TASK GOAL:
Write the entries below out again exactly; any picture in them stays out.

──────── EXERCISE DATA

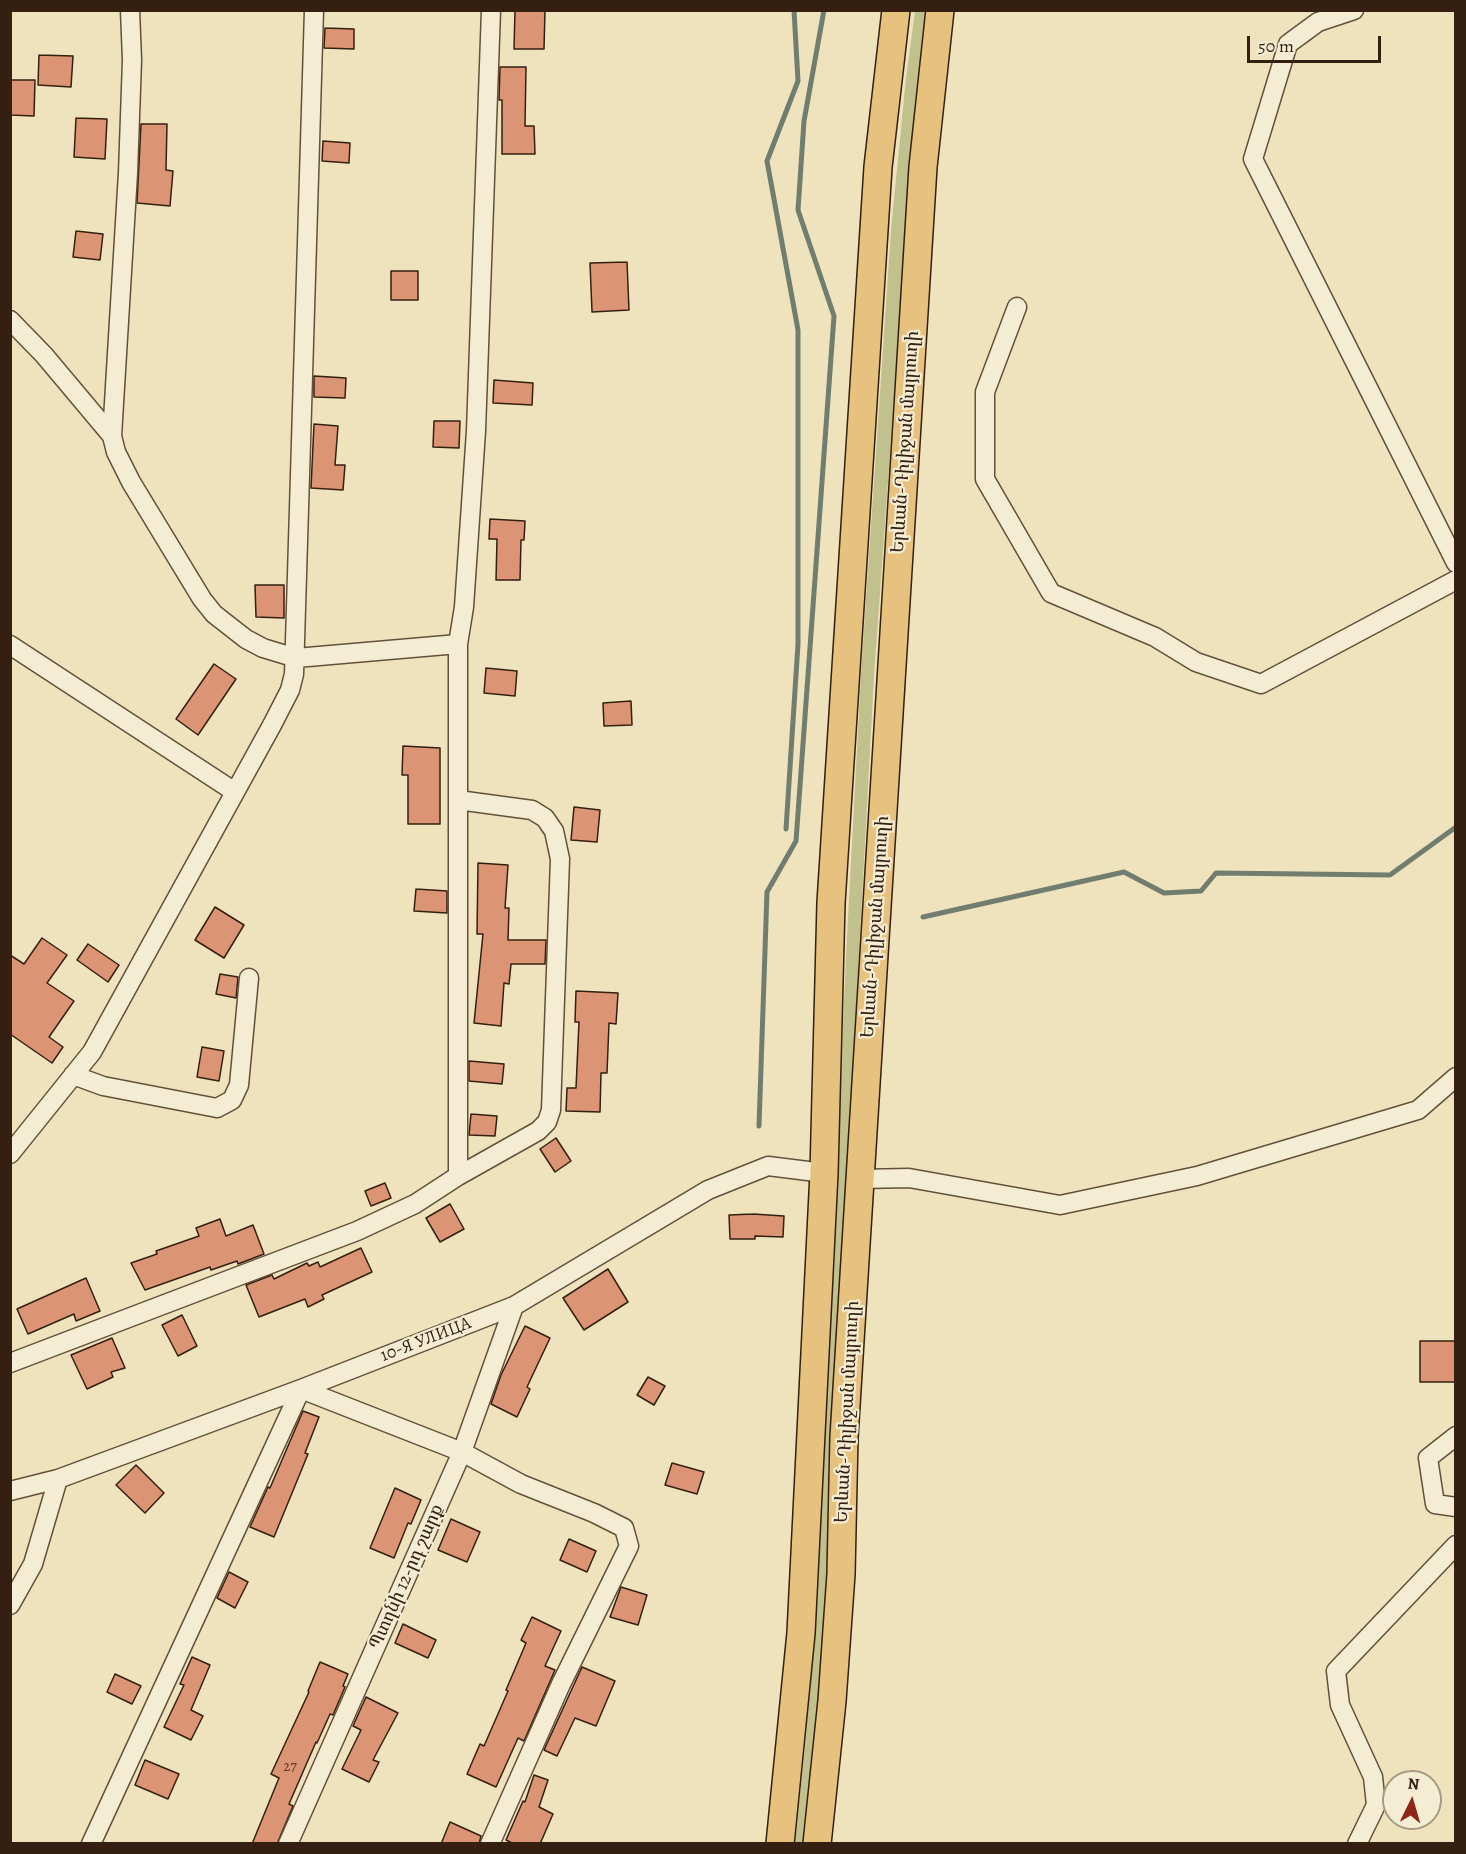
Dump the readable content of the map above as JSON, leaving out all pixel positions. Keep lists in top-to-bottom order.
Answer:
{
  "streets": {
    "highway": ["Երևան-Դիլիջան մայրուղի"],
    "street": ["10-Я УЛИЦА", "Պտղնի 12-րդ շարք"]
  },
  "crossings": [
    ["Երևան-Դիլիջան մայրուղի", "10-Я УЛИЦА"],
    ["10-Я УЛИЦА", "Պտղնի 12-րդ շարք"]
  ],
  "house_numbers": ["27"],
  "scale_bar": "50 m",
  "north": "top"
}
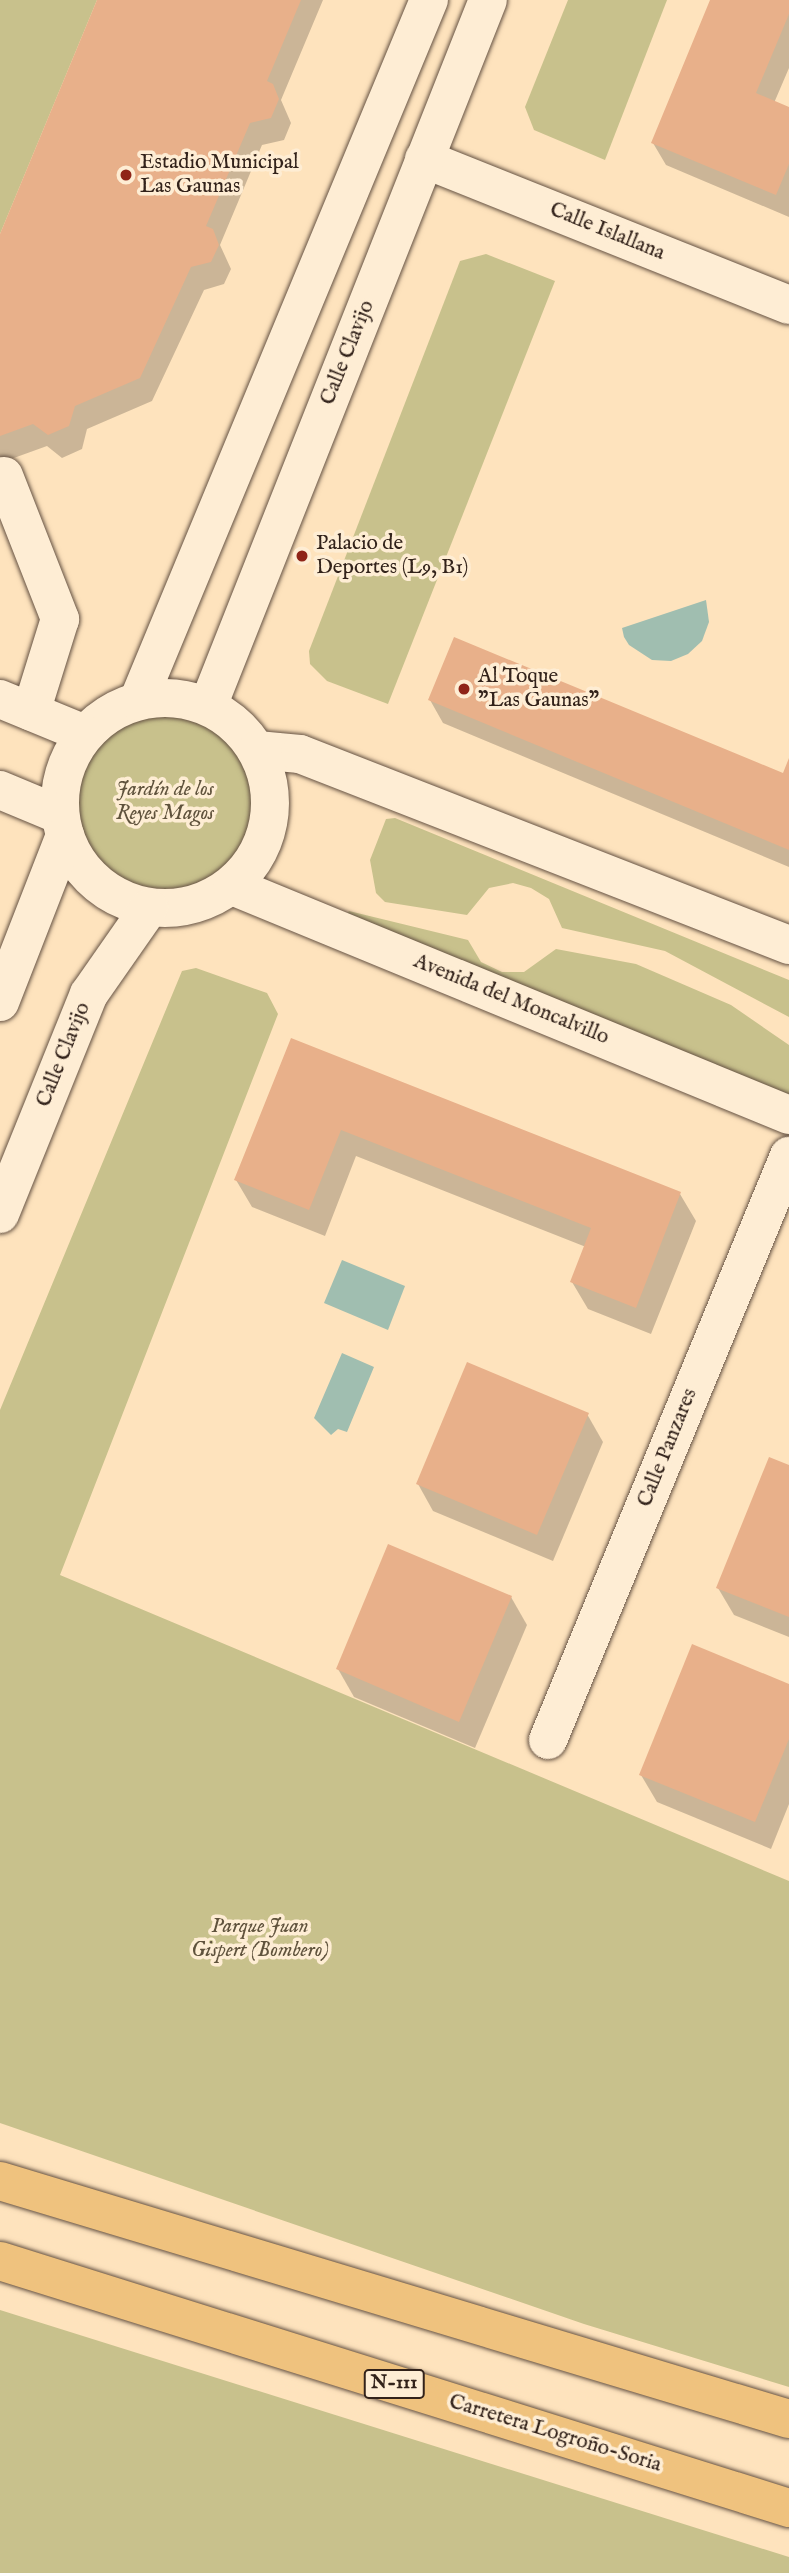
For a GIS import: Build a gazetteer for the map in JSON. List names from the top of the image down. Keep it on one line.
{"streets":{"highway":["N-111","Carretera Logroño-Soria"],"street":["Calle Islallana","Calle Clavijo","Avenida del Moncalvillo","Calle Panzares"]},"crossings":[["Calle Islallana","Calle Clavijo"],["Calle Clavijo","Avenida del Moncalvillo"]],"parks":["Jardín de los Reyes Magos","Parque Juan Gispert (Bombero)"],"places":["Estadio Municipal Las Gaunas","Palacio de Deportes (L9, B1)","Al Toque \"Las Gaunas\""]}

────────────────

RESPONSE:
Dump the readable content of the map above as JSON, leaving out all pixel positions. Keep lists in top-to-bottom order.
Answer:
{
  "streets": {
    "highway": ["Երևան-Դիլիջան մայրուղի"],
    "street": ["10-Я УЛИЦА", "Պտղնի 12-րդ շարք"]
  },
  "crossings": [
    ["Երևան-Դիլիջան մայրուղի", "10-Я УЛИЦА"],
    ["10-Я УЛИЦА", "Պտղնի 12-րդ շարք"]
  ],
  "house_numbers": ["27"],
  "scale_bar": "50 m",
  "north": "top"
}
For a GIS import: Build a gazetteer for the map in JSON. List names from the top of the image down. Keep it on one line.
{"streets":{"highway":["N-111","Carretera Logroño-Soria"],"street":["Calle Islallana","Calle Clavijo","Avenida del Moncalvillo","Calle Panzares"]},"crossings":[["Calle Islallana","Calle Clavijo"],["Calle Clavijo","Avenida del Moncalvillo"]],"parks":["Jardín de los Reyes Magos","Parque Juan Gispert (Bombero)"],"places":["Estadio Municipal Las Gaunas","Palacio de Deportes (L9, B1)","Al Toque \"Las Gaunas\""]}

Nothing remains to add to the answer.